Collected data entries:
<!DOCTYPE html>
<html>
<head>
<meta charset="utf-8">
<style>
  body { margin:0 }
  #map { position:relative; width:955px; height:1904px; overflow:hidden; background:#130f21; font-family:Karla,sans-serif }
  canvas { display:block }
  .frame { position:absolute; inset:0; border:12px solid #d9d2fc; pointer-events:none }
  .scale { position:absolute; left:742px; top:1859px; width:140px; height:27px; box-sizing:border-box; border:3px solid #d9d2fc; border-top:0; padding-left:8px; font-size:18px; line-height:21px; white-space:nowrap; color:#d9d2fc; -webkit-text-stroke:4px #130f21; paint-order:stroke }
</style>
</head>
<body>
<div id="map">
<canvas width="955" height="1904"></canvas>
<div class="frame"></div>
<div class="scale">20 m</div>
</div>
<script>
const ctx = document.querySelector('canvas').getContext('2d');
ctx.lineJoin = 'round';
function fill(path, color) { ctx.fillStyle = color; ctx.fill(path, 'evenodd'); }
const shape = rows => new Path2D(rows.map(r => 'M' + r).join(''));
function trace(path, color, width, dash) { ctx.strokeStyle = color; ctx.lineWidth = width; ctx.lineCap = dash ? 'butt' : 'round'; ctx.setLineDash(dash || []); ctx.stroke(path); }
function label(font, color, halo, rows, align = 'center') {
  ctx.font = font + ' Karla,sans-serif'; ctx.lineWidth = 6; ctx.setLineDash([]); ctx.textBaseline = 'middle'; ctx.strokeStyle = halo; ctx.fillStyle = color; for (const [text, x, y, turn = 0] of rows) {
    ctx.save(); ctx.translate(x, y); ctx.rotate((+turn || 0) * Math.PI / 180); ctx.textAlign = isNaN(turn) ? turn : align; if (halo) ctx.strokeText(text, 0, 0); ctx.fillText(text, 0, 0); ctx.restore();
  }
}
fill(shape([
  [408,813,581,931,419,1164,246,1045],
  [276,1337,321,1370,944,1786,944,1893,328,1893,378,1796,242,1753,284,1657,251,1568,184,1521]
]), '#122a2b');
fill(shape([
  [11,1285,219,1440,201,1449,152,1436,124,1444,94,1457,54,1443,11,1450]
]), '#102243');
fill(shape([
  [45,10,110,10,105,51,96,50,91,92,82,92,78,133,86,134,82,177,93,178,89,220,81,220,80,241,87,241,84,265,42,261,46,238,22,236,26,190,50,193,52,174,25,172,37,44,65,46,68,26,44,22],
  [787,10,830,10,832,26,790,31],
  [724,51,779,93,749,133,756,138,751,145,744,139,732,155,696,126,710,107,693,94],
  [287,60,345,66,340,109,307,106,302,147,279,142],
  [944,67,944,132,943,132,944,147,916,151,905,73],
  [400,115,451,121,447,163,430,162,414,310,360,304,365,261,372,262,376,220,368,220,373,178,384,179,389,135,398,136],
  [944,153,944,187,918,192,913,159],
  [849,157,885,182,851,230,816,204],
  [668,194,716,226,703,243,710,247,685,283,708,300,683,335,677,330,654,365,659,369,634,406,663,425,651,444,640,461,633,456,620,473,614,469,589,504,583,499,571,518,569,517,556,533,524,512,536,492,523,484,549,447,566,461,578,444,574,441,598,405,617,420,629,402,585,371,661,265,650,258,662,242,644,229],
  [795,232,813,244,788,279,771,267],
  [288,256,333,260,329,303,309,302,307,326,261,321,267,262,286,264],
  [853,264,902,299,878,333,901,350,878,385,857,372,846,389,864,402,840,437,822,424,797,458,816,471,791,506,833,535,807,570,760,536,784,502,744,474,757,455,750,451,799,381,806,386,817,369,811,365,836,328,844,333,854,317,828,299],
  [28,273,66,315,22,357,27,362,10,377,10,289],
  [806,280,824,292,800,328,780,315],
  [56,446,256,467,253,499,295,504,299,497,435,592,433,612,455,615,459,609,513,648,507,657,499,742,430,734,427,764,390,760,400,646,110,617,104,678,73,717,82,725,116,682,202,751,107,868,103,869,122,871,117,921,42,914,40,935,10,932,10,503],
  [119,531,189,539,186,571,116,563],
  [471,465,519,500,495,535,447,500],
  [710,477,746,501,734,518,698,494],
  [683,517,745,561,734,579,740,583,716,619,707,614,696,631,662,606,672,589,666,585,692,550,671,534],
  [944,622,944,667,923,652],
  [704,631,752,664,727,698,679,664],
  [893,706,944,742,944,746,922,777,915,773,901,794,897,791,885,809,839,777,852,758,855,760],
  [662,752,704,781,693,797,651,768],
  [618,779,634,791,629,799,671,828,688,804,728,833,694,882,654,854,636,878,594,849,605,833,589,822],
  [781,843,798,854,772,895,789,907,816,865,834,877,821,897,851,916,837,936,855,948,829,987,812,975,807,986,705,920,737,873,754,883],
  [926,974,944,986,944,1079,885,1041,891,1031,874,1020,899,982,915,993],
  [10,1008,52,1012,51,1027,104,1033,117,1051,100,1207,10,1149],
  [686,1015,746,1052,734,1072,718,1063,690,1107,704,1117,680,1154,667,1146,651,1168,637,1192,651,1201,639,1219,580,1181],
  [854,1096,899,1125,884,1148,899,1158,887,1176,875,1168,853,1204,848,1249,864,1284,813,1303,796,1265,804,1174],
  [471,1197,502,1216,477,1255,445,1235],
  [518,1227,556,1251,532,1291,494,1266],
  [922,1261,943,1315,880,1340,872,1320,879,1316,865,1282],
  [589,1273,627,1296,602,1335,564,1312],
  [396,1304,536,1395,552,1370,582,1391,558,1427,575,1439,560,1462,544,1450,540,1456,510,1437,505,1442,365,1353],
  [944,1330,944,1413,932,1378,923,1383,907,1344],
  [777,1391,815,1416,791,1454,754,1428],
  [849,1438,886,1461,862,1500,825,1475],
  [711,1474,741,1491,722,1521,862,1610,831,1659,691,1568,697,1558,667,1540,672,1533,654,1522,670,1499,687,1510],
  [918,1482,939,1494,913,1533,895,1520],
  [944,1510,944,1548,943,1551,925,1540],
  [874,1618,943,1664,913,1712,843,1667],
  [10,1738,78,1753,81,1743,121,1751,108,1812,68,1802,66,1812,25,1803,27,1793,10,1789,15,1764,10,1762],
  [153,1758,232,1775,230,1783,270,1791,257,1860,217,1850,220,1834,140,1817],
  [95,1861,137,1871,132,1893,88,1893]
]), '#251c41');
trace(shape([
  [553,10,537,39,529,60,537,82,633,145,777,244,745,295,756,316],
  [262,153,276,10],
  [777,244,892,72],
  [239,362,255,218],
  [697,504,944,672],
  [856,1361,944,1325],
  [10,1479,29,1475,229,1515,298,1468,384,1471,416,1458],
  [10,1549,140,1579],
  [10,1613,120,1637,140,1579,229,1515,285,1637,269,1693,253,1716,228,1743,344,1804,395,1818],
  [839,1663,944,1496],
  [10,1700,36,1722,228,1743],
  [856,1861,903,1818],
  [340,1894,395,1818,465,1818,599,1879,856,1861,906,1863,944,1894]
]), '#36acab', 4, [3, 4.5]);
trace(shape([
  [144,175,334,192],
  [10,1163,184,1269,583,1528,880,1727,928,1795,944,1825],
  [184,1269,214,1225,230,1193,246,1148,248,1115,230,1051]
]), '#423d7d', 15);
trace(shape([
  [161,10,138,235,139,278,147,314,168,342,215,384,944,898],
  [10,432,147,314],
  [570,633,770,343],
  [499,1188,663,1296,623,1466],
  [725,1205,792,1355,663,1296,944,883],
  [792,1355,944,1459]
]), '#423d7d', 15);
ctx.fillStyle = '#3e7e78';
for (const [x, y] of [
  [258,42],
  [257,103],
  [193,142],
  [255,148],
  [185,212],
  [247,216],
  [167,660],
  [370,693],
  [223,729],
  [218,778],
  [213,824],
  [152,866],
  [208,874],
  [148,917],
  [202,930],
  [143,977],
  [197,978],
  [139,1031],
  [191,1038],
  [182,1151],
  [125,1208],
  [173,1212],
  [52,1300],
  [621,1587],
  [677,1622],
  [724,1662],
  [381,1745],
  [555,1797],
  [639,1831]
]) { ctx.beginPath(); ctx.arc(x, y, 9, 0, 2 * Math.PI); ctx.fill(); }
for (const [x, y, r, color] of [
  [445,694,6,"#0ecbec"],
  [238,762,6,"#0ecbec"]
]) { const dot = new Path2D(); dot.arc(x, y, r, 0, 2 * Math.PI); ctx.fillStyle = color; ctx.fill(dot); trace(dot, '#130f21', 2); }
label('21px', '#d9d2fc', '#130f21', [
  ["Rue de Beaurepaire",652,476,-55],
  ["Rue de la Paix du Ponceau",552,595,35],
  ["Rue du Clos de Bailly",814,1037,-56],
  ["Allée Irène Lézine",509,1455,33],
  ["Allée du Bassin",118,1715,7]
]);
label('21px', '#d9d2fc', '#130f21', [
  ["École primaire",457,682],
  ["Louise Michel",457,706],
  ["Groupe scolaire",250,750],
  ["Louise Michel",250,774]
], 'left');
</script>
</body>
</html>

TRY IT. Could you state how many lines of the records contain "strokeStyle"? Give the number and nothing else.

SOLUTION FOR THIS PROBLEM. 2